I am trying to write a program that runs almost entirely on the GPU (with very little interaction with the host). initKernel is the first kernel that is being launched from the host. I use Dynamic parallelism to launch successive kernels from the initKernel, two of which are thrust::sort(thrust::device,...).

enter image description here

Before launching the initKernel, I do a cudaMalloc() on the host code and it is shown in the Runtime API of the Visual profiler.
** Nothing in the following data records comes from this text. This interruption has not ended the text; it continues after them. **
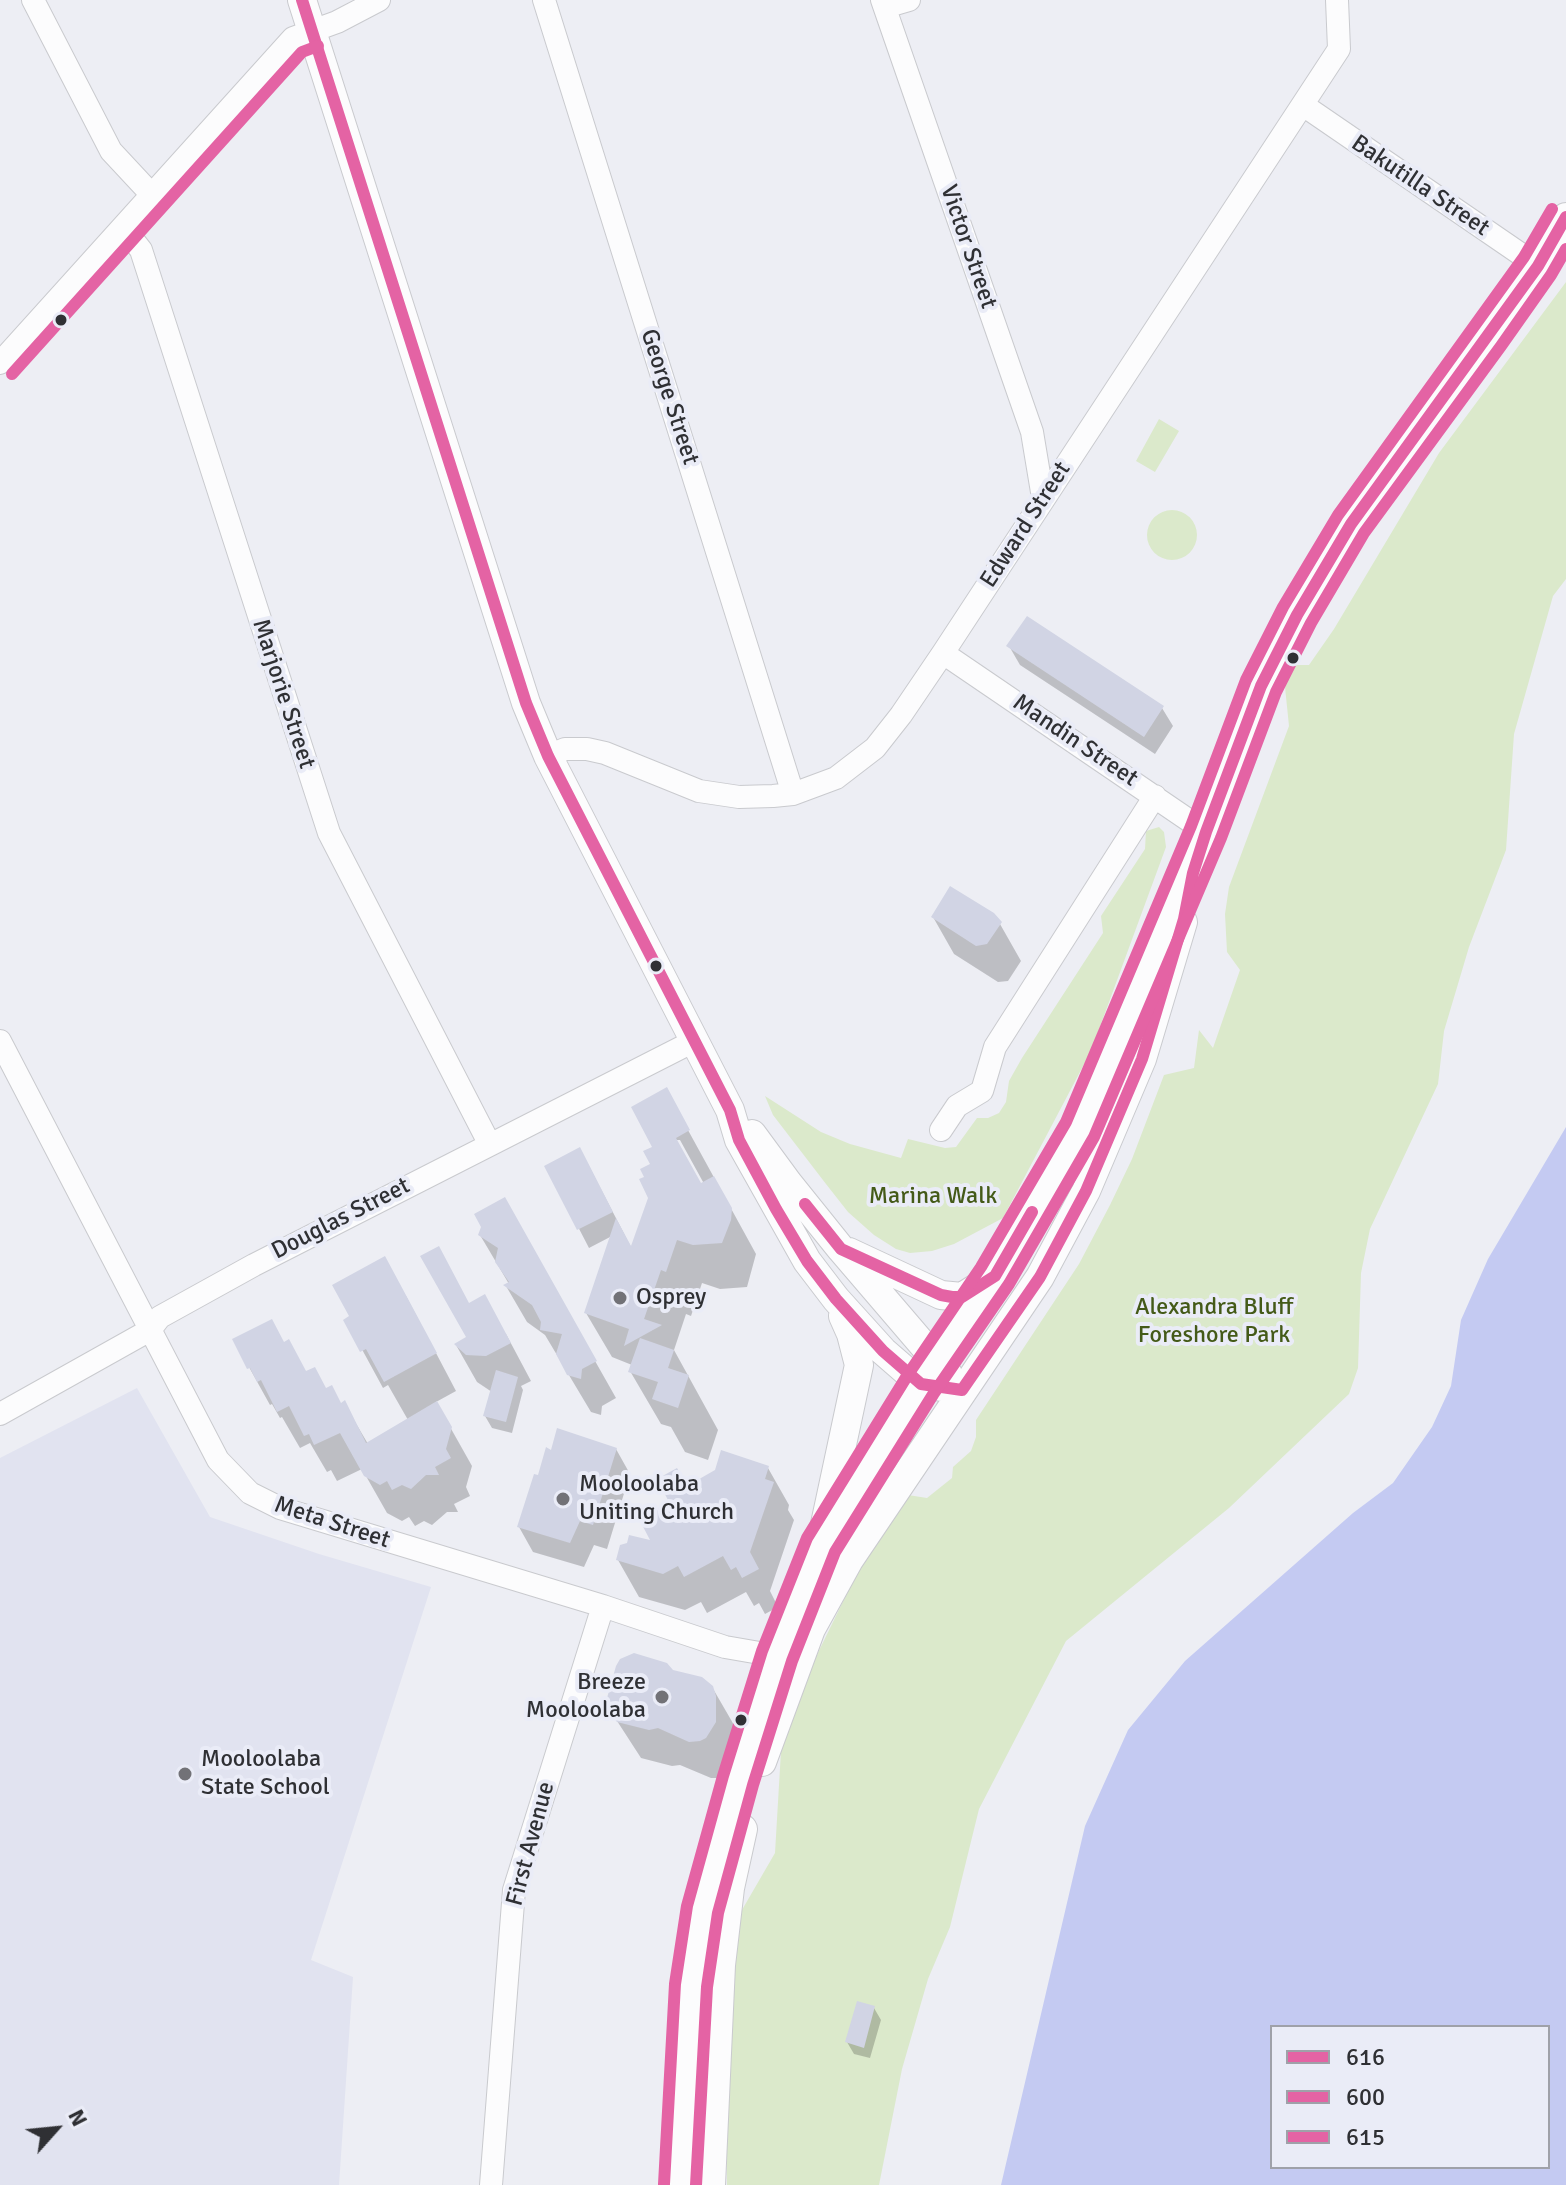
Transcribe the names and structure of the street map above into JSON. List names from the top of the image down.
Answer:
{
  "streets": {
    "street": [
      "Bakutilla Street",
      "Victor Street",
      "George Street",
      "Edward Street",
      "Marjorie Street",
      "Mandin Street",
      "Douglas Street",
      "Meta Street",
      "First Avenue"
    ]
  },
  "crossings": [
    ["Bakutilla Street", "Edward Street"],
    ["Victor Street", "Edward Street"],
    ["George Street", "Edward Street"],
    ["Edward Street", "Mandin Street"],
    ["Marjorie Street", "Douglas Street"],
    ["Douglas Street", "Meta Street"],
    ["Meta Street", "First Avenue"]
  ],
  "parks": ["Marina Walk", "Alexandra Bluff Foreshore Park"],
  "places": [
    "Osprey",
    "Mooloolaba Uniting Church",
    "Breeze Mooloolaba",
    "Mooloolaba State School"
  ],
  "lines": ["transit line 616", "transit line 615", "transit line 600"],
  "legend": ["616", "600", "615"],
  "north": "top right"
}
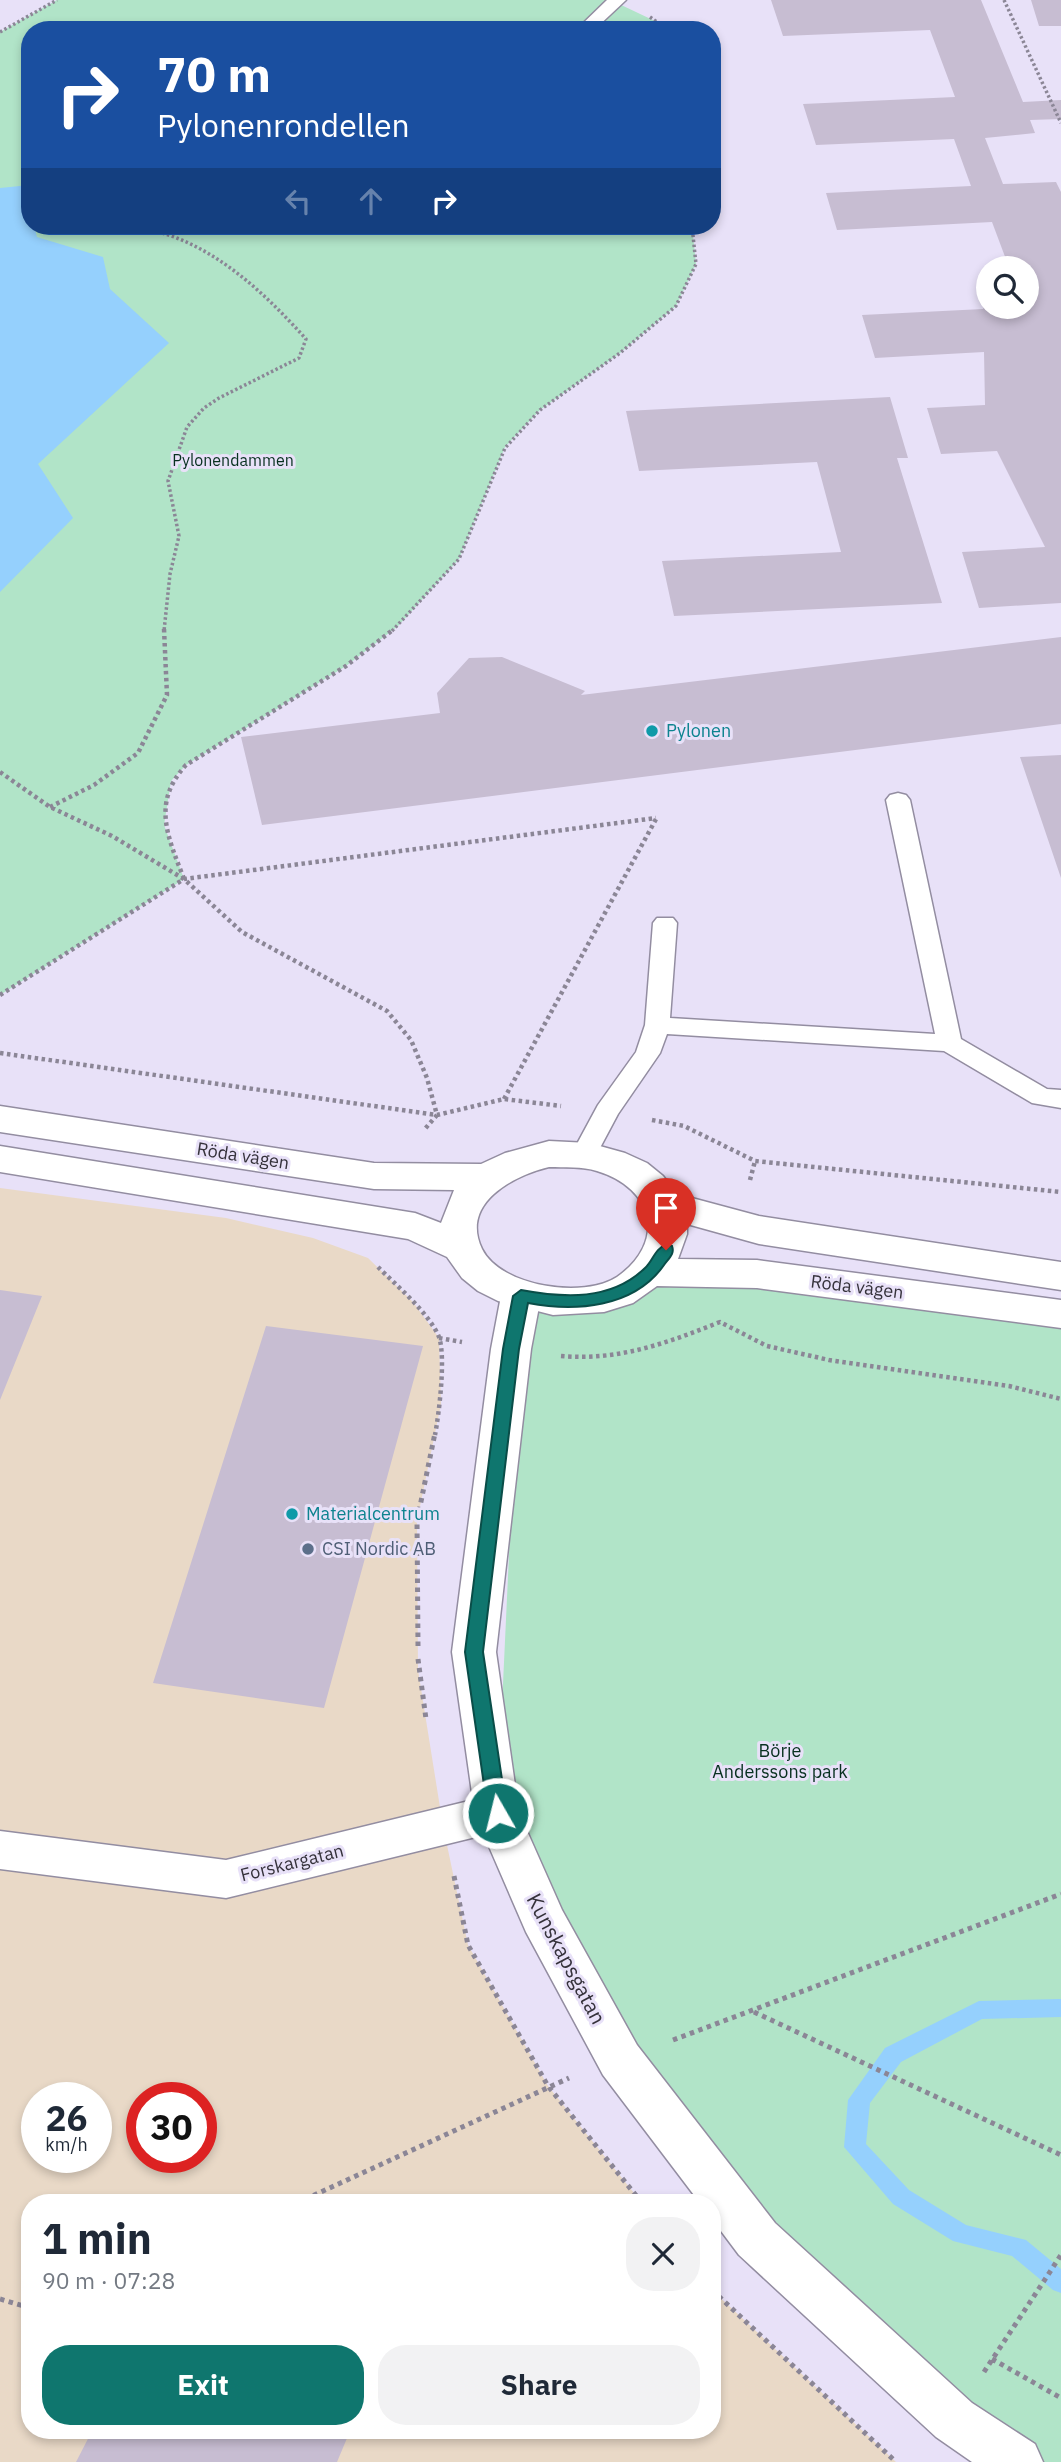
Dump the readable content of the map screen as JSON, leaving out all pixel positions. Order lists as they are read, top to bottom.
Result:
{
  "streets": {
    "street": ["Röda vägen", "Forskargatan", "Kunskapsgatan"]
  },
  "crossings": [
    ["Röda vägen", "Kunskapsgatan"],
    ["Forskargatan", "Kunskapsgatan"]
  ],
  "parks": ["Pylonendammen", "Börje Anderssons park"],
  "places": ["Pylonen", "Materialcentrum", "CSI Nordic AB"],
  "page": {
    "turn": ["70 m", "Pylonenrondellen"],
    "speed": "26 km/h",
    "limit": "30",
    "heading": ["1 min", "90 m · 07:28"],
    "buttons": ["Exit", "Share"]
  }
}
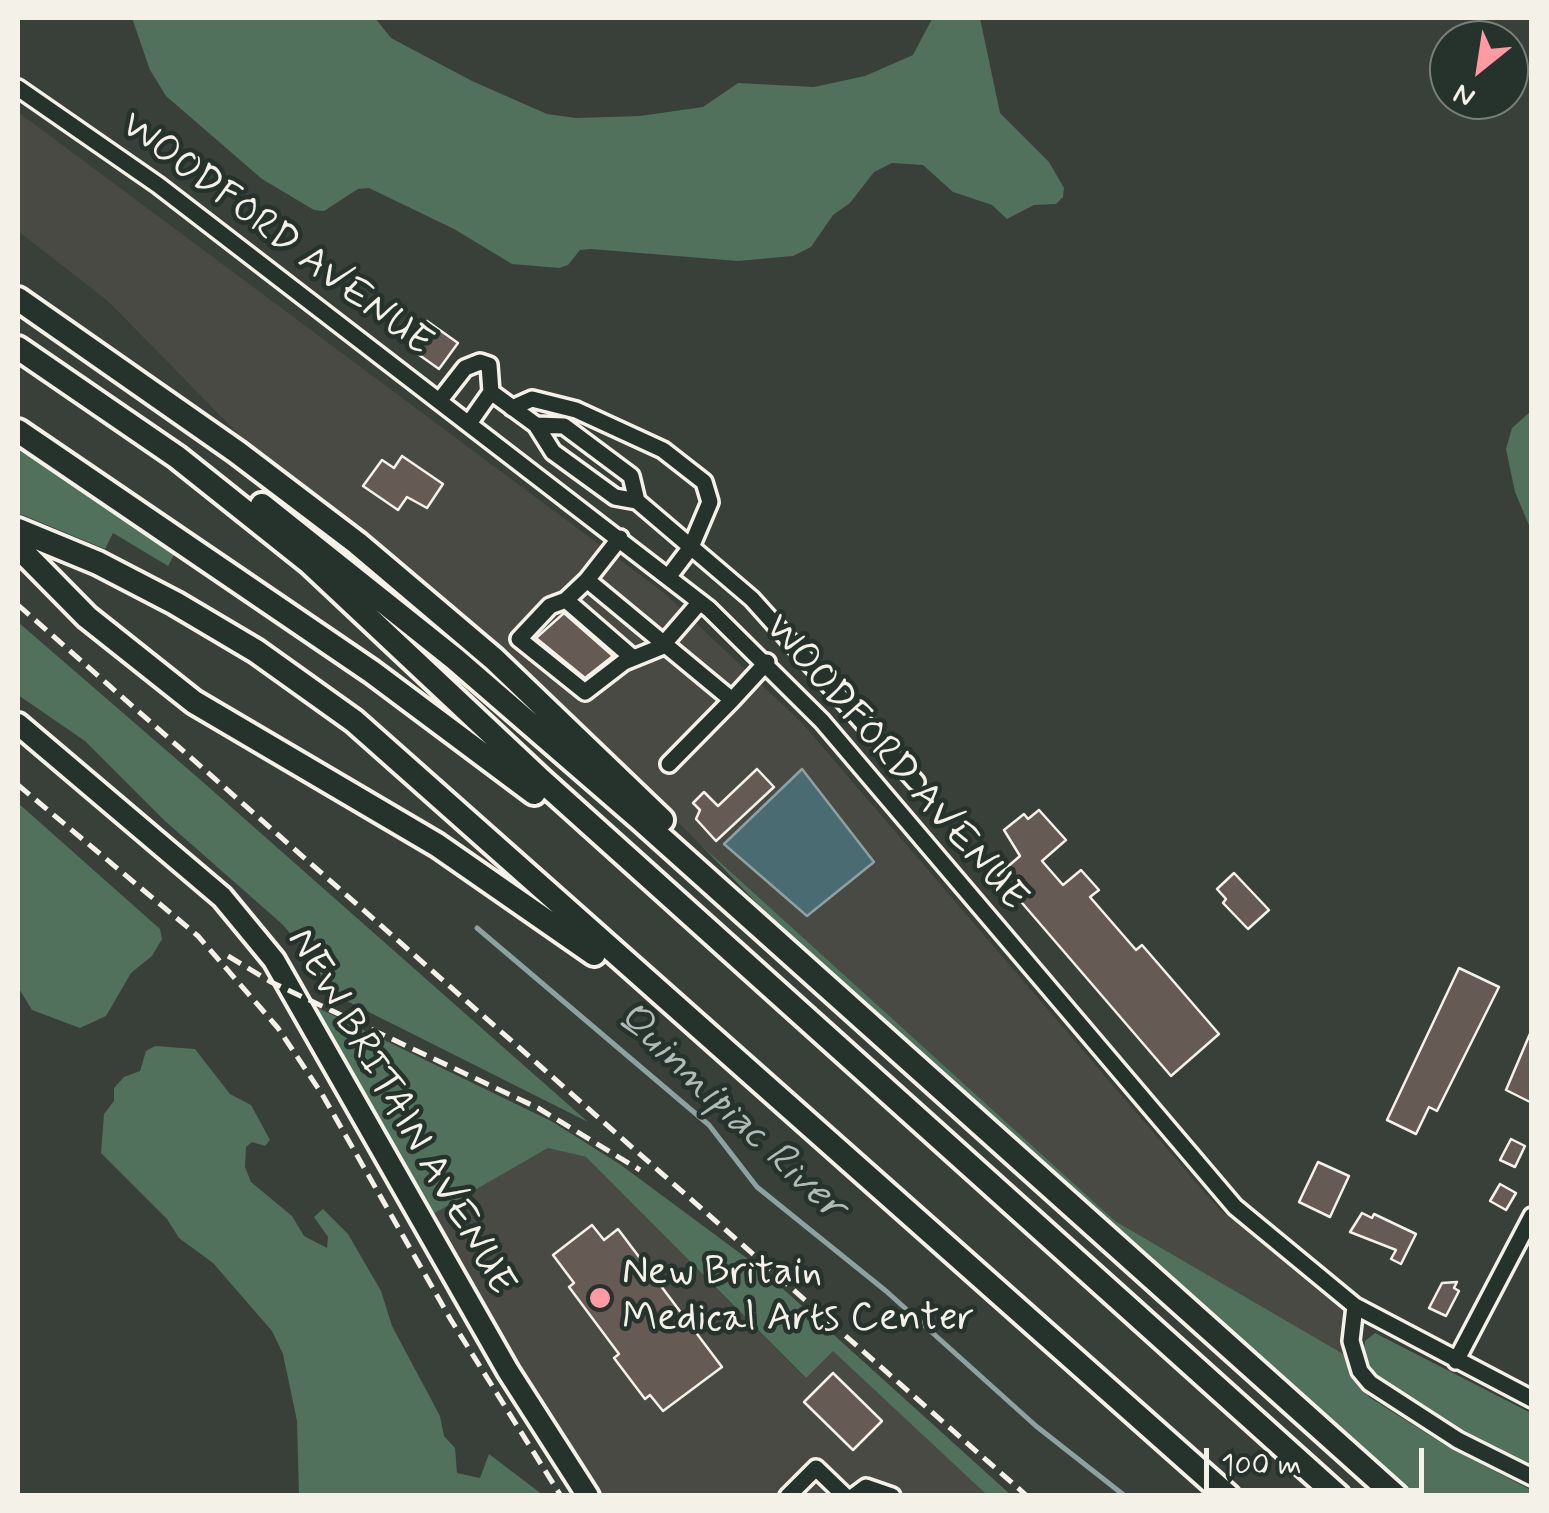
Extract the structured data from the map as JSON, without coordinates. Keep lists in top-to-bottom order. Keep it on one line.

None of the cudaMallocs that appear in the __device__ functions and successive kernels (after the launch of initKernel) are shown in the Runtime API of the Visual profiler. Can someone help me understand why I cannot see the cudaMallocs in the Visual profiler?

Thank you for your time.

progammer
  • 1,951
  • 11
  • 28
  • 50

1 Answers1

2

Can someone help me understand why I cannot see the cudaMallocs in the Visual profiler?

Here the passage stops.